Porque, sendo apenas lógica, vejam qual é a situação: se a gente não tenta, a gente não ganha. Porém, se a gente tenta, a gente tem uma chance de ganhar o que quer que a gente queira, certo? Logo, o que devia ser o filme de terror da gente não seria colocar um sonho, uma ideia, um desejo na rua, mas não colocá-lo. Guardá-lo entre nossos trecos, como escultura velha de porcelana numa estante empoeirada. Sonhos não foram feitos pra serem guardados, eles são selvagens demais pra isso. É como ter um tigre como animal de estimação. Ele não vai brincar contigo e te animar no fim do dia – ele vai te devorar. Você deve deixá-lo em liberdade, deve libertá-lo para o mundo, onde ele tem muito mais chance de se adaptar bem do que deitado aos seus pés.

A única saída é seguir em frente, abraçando a queda, quer ela venha ou não. A queda não é apenas uma possibilidade – é parte da vida. Um vez que a gente entende, de uma vez por todas, que somos humanos e que não se espera que sejamos perfeitos e façamos tudo impecavelmente, tudo se torna mais fácil. É certo que algumas coisas vão dar certo e outras vão dar errado, porque there is no such a thing as perfeição. A nossa única chance de sermos completos, de sermos o máximo que podemos ser, de agirmos com justiça com nós mesmos é, no que diz respeito aos nossos sonhos, termos coragem e soltá-los para voar e ganhar o mundo. A queda é possível? É sim. Tudo pode dar errado? Com certeza. Mas guardado dentro de nós ele não vai a canto nenhum, também.
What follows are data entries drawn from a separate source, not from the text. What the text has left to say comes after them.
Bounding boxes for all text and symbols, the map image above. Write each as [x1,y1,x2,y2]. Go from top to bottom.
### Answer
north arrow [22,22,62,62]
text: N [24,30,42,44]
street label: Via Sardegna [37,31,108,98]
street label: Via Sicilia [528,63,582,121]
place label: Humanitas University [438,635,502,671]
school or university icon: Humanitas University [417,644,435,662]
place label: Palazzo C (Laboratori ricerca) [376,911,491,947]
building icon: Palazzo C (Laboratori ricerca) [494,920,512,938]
Portanto, o risco é não libertá-lo – deixá-lo livre é nossa única opção.

E sempre bom lembrar: a gente cai, levanta a poeira e escolhe outro sonho (ou às vezes, até o mesmo, de uma outra maneira) para colorir o nosso mundo. A força e a beleza da gente não está na habilidade de evitar os tombos, mas na desenvoltura de, ao cair, aprender com nossos erros e levantar para tentar de novo. Não precisamos temer as possibilidades – precisamos libertá-las.